Santos

Marinha aprova plano de resgate de navio brasileiro que foi à Antártida

Com o objetivo de resgatar um dos maiores ícones da ciência oceânica do país, a Marinha do Brasil deu sinal verde para o plano de salvamento do navio Professor W. Besnard. A aprovação, concedida pelo 8º Distrito Naval no dia 24 de abril, ocorre pouco mais de um mês após a embarcação ter adernado (inclinado) no Porto de Santos, no dia 13 de março.

O plano, apresentado por uma empresa contratada em caráter emergencial pela Autoridade Portuária de Santos (APS), foca na recuperação gradual da flutuabilidade do navio. O trabalho é minucioso: envolve a drenagem interna da água acumulada e uma série de manobras técnicas. Assim que o Besnard estiver estabilizado, ele será rebocado para um estaleiro para que especialistas avaliem se ainda há chance de uma restauração completa.

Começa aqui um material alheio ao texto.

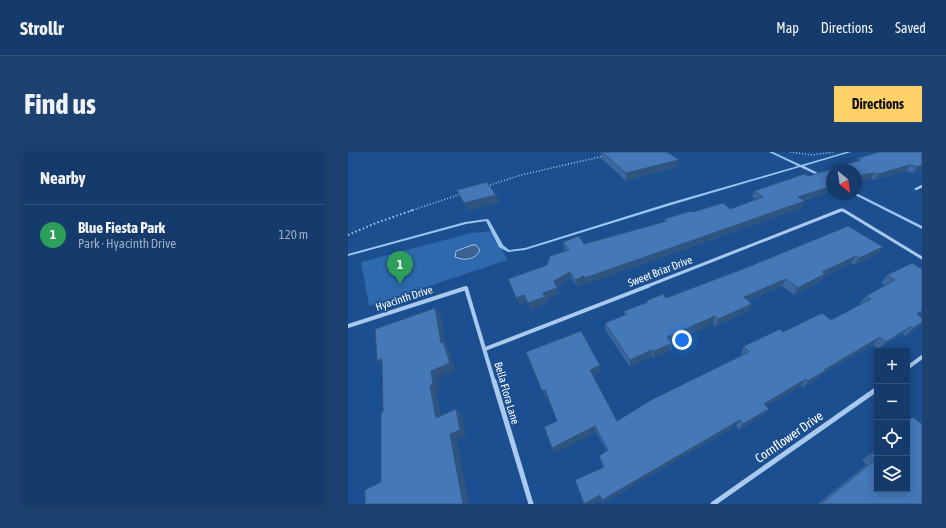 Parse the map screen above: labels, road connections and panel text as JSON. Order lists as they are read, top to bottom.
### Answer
{
  "streets": {
    "street": [
      "Sweet Briar Drive",
      "Hyacinth Drive",
      "Bella Flora Lane",
      "Cornflower Drive"
    ]
  },
  "crossings": [
    ["Sweet Briar Drive", "Bella Flora Lane"],
    ["Hyacinth Drive", "Bella Flora Lane"]
  ],
  "north": "bottom right",
  "page": {
    "header": "Strollr",
    "nav": ["Map", "Directions", "Saved"],
    "buttons": "Directions",
    "title": "Find us",
    "heading": "Nearby",
    "list": [
      {
        "mark": "1",
        "name": "Blue Fiesta Park",
        "note": "Park · Hyacinth Drive",
        "value": "120 m"
      }
    ],
    "pins": "1",
    "map_buttons": ["+", "−"]
  }
} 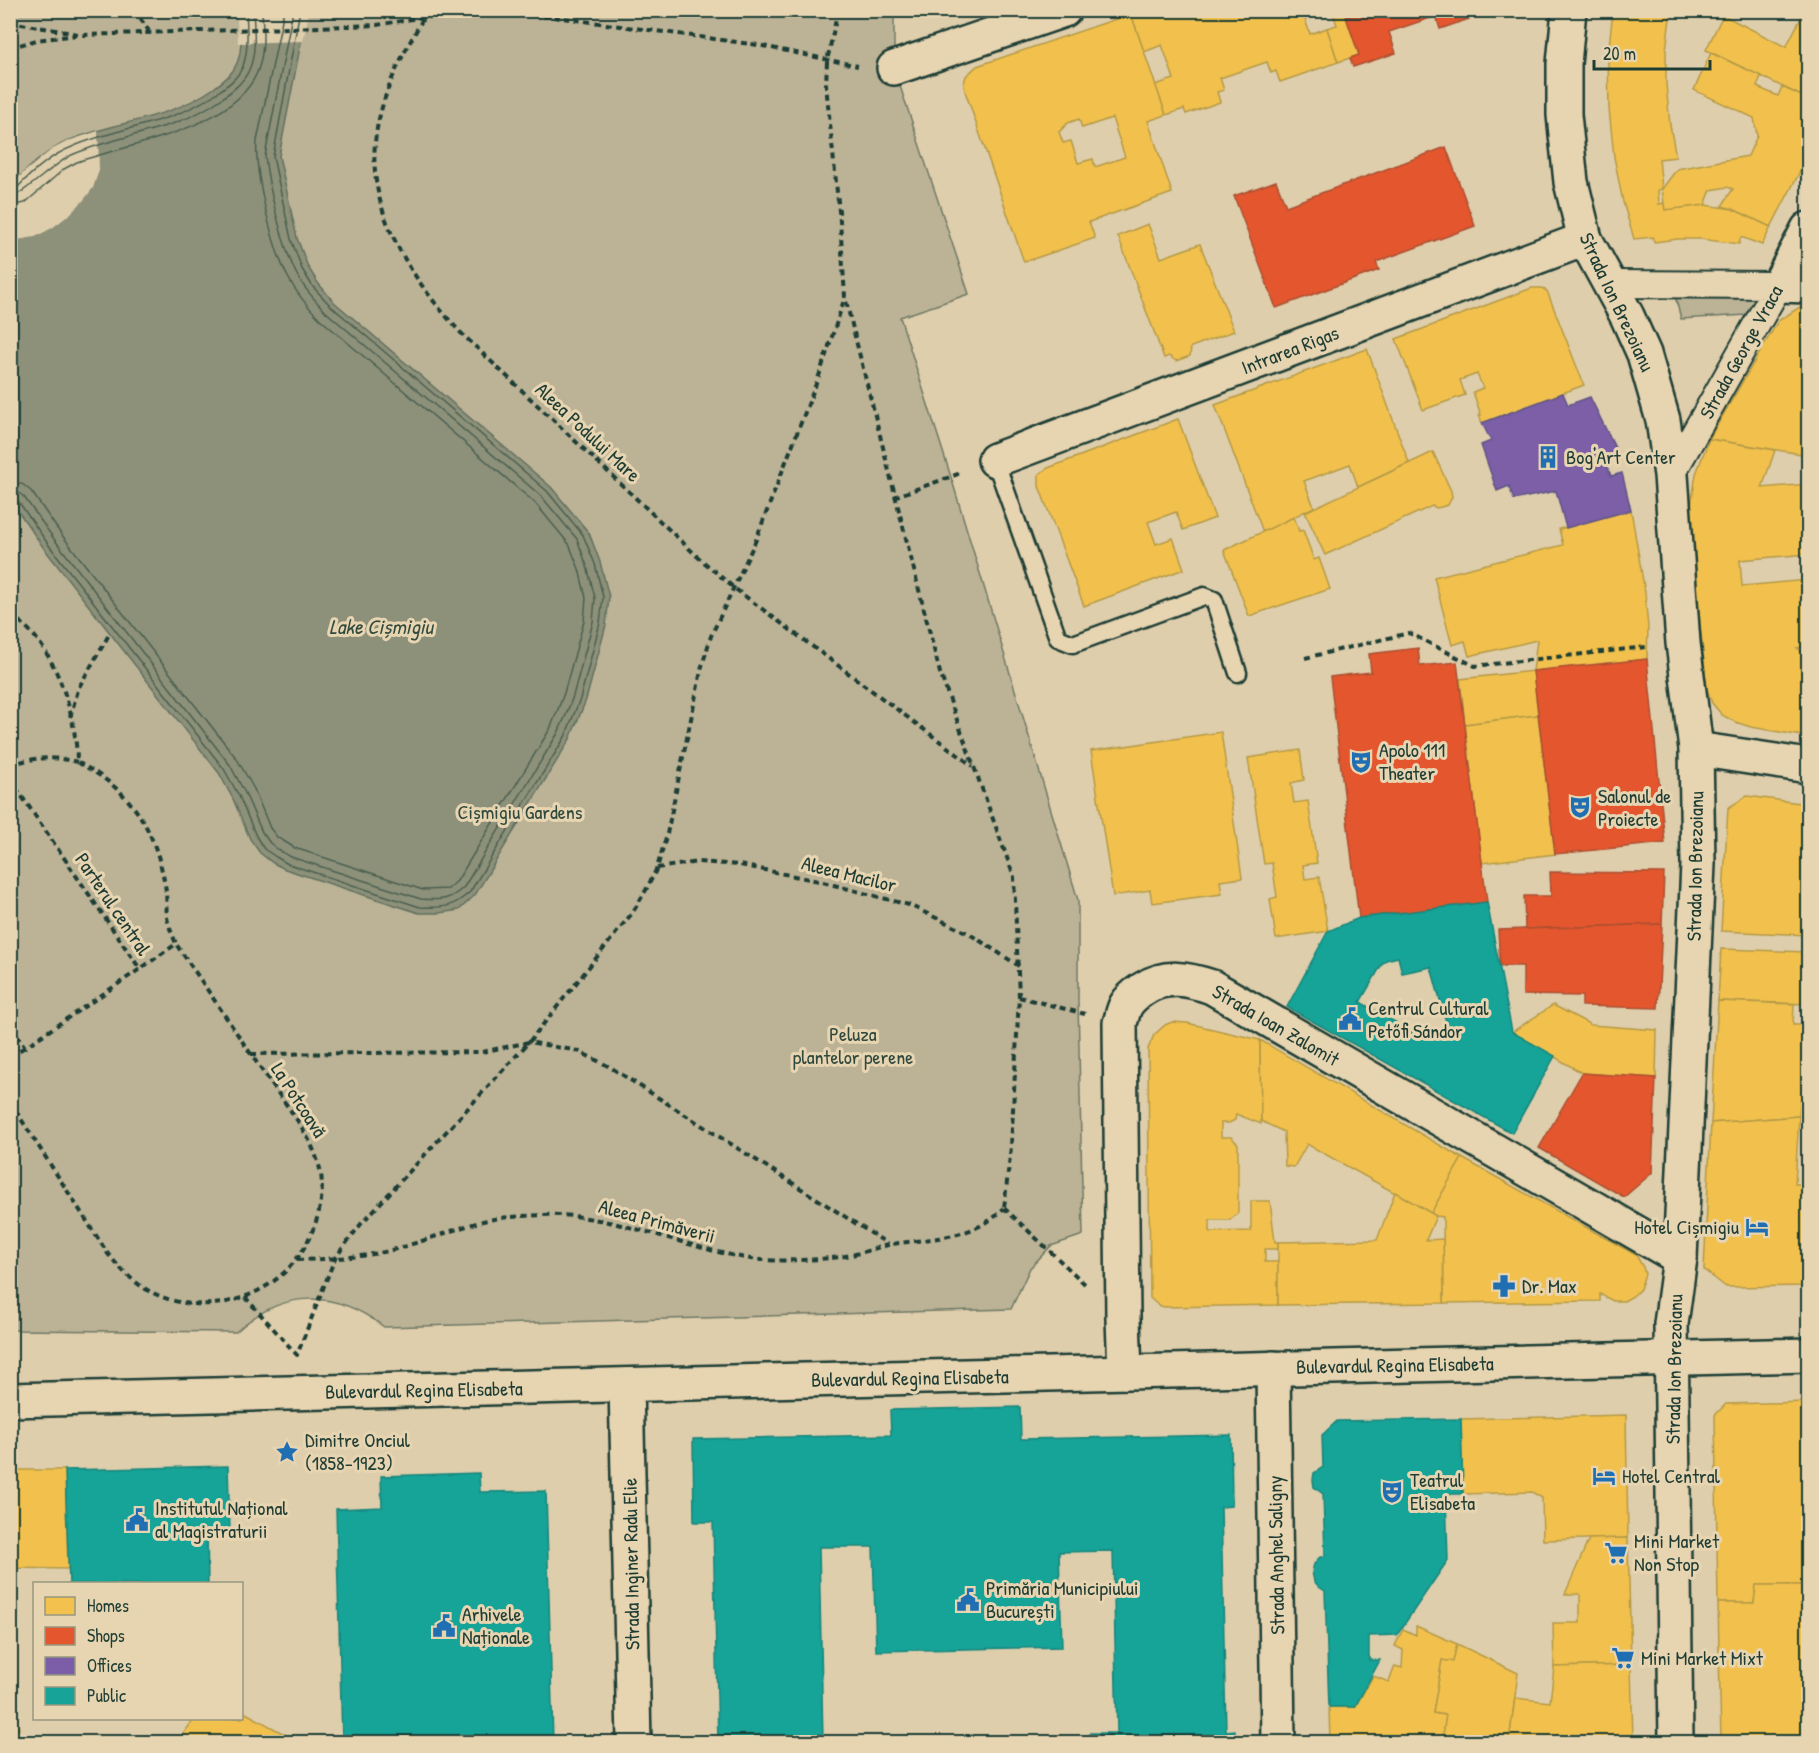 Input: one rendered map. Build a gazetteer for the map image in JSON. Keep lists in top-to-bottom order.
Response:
{
  "streets": {
    "street": [
      "Strada Ion Brezoianu",
      "Intrarea Rigas",
      "Strada George Vraca",
      "Strada Ioan Zalomit",
      "Bulevardul Regina Elisabeta",
      "Strada Anghel Saligny",
      "Strada Inginer Radu Elie"
    ],
    "path": [
      "Aleea Podului Mare",
      "Aleea Macilor",
      "Parterul central",
      "La Potcoavă",
      "Aleea Primăverii"
    ]
  },
  "crossings": [
    ["Strada Ion Brezoianu", "Intrarea Rigas"],
    ["Strada Ion Brezoianu", "Strada George Vraca"],
    ["Strada Ion Brezoianu", "Strada Ioan Zalomit"],
    ["Strada Ion Brezoianu", "Bulevardul Regina Elisabeta"],
    ["Strada Ioan Zalomit", "Bulevardul Regina Elisabeta"],
    ["La Potcoavă", "Aleea Primăverii"],
    ["Bulevardul Regina Elisabeta", "Strada Anghel Saligny"],
    ["Bulevardul Regina Elisabeta", "Strada Inginer Radu Elie"]
  ],
  "water": ["Lake Cișmigiu"],
  "parks": ["Cișmigiu Gardens", "Peluza plantelor perene"],
  "places": {
    "building": ["Bog'Art Center"],
    "theatre": ["Apolo 111 Theater", "Salonul de Proiecte", "Teatrul Elisabeta"],
    "public building": [
      "Centrul Cultural Petőfi Sándor",
      "Institutul Național al Magistraturii",
      "Primăria Municipiului București",
      "Arhivele Naționale"
    ],
    "hotel": ["Hotel Cișmigiu", "Hotel Central"],
    "pharmacy": ["Dr. Max"],
    "place": ["Dimitre Onciul (1858-1923)"],
    "supermarket": ["Mini Market Non Stop", "Mini Market Mixt"]
  },
  "legend": [
    "Homes",
    "Shops",
    "Offices",
    "Public"
  ],
  "scale_bar": "20 m"
} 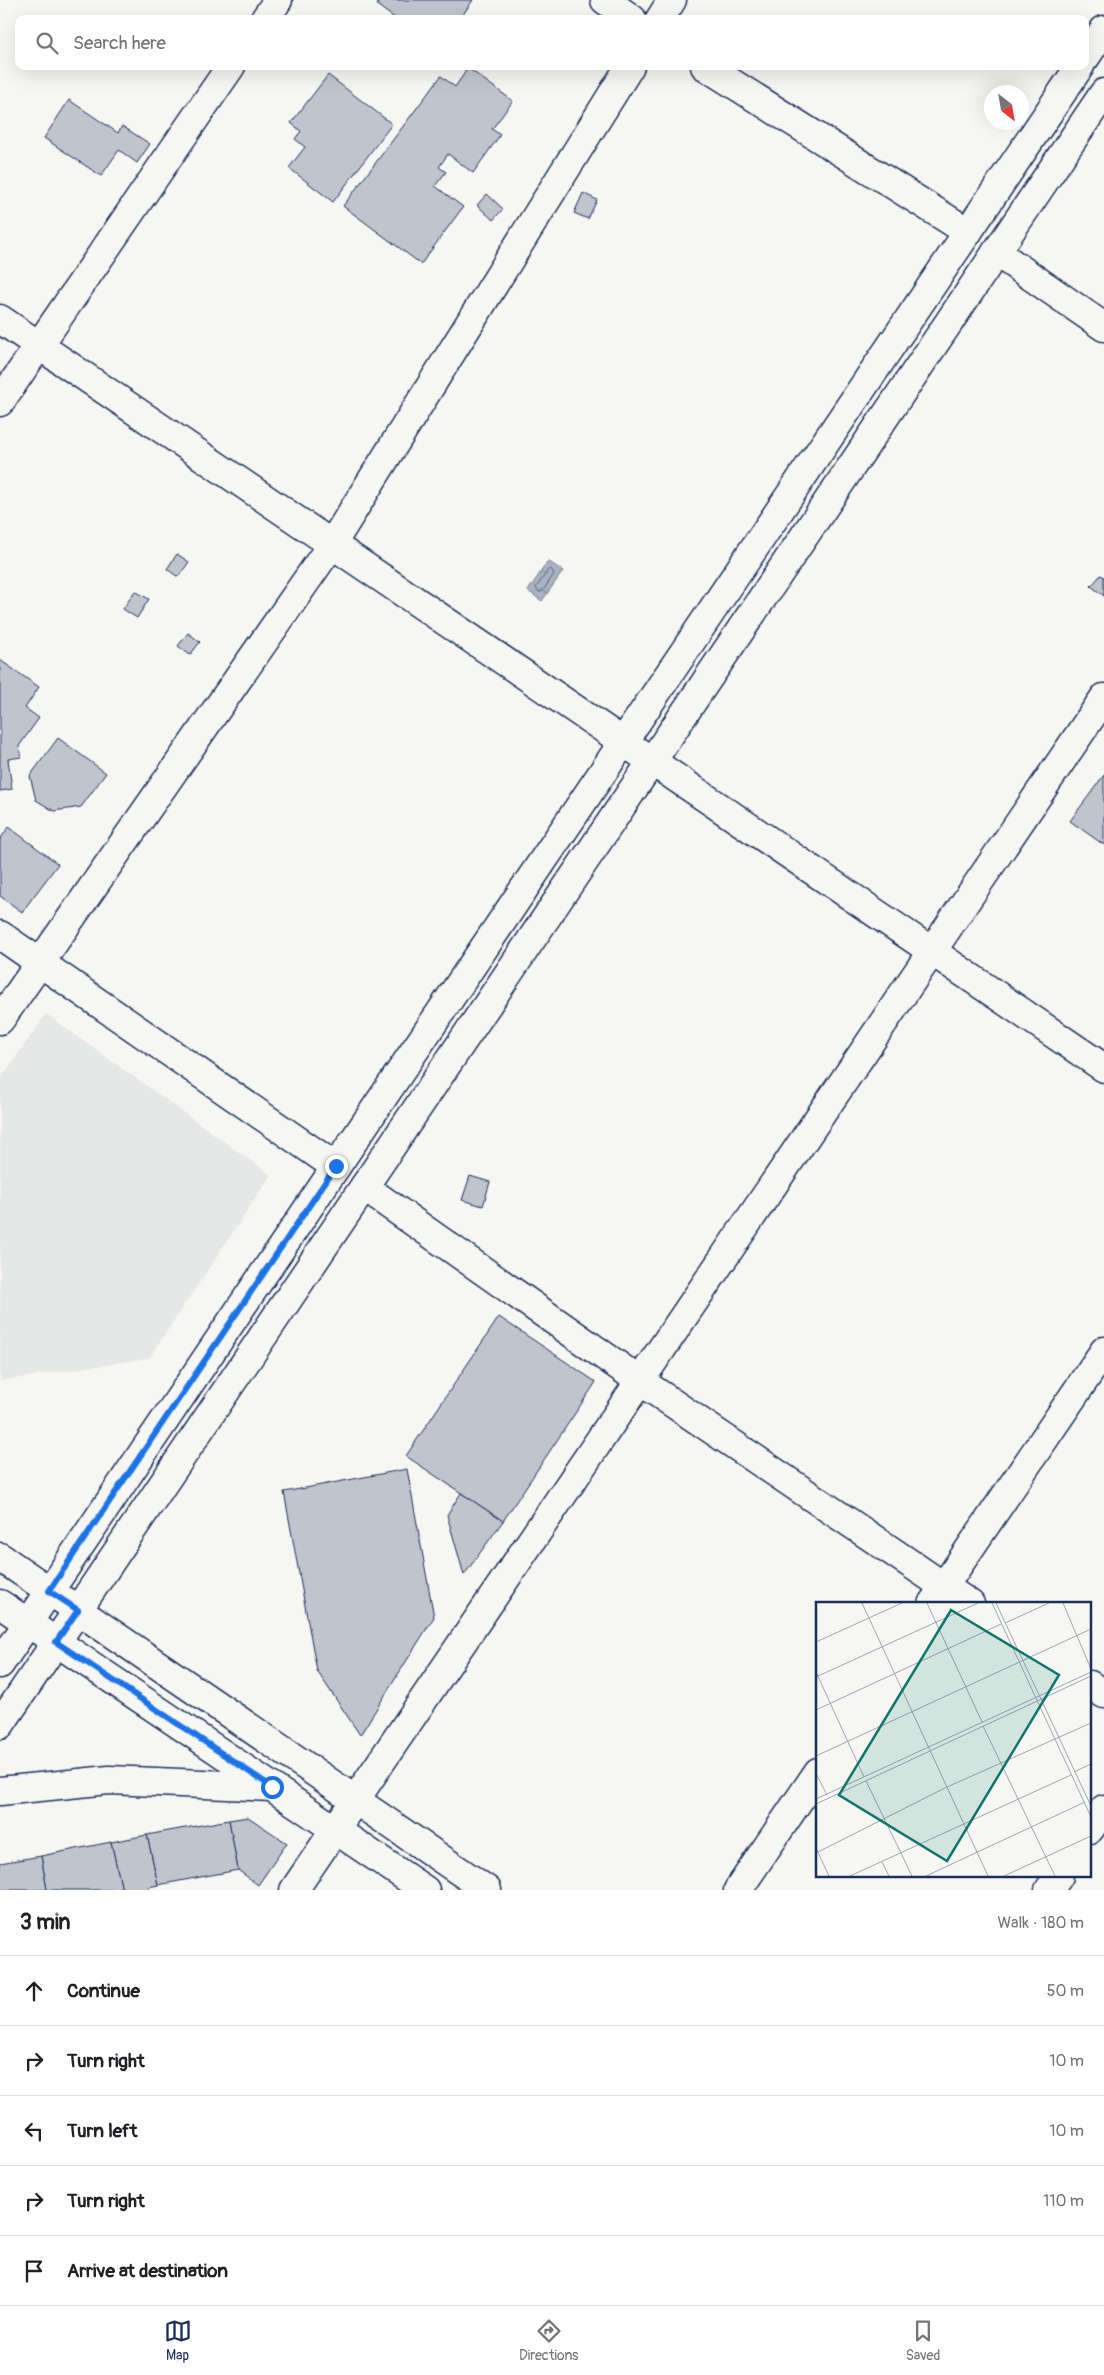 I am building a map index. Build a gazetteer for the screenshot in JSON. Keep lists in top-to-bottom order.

Uma força-tarefa no fundo do porto

Embora o sinal verde oficial tenha vindo agora, a mobilização no cais santista não parou. Desde 31 de março, equipes de mergulhadores realizam inspeções subaquáticas, limpeza e a vedação do casco para evitar novos danos. A operação é tratada como prioridade máxima, já que o navio inclinado representa um risco tanto para a segurança das manobras no porto quanto para o ecossistema local.

O caso envolve uma complexa teia de responsabilidades:

  • Propriedade: Atualmente, o navio pertence ao Instituto do Mar, após ter sido doado pela Universidade de São Paulo (USP).

  • Ação Emergencial: Diante da inércia e da gravidade da situação declarada pela Capitania dos Portos, a APS (Autoridade Portuária) assumiu a frente da operação para evitar um desastre maior.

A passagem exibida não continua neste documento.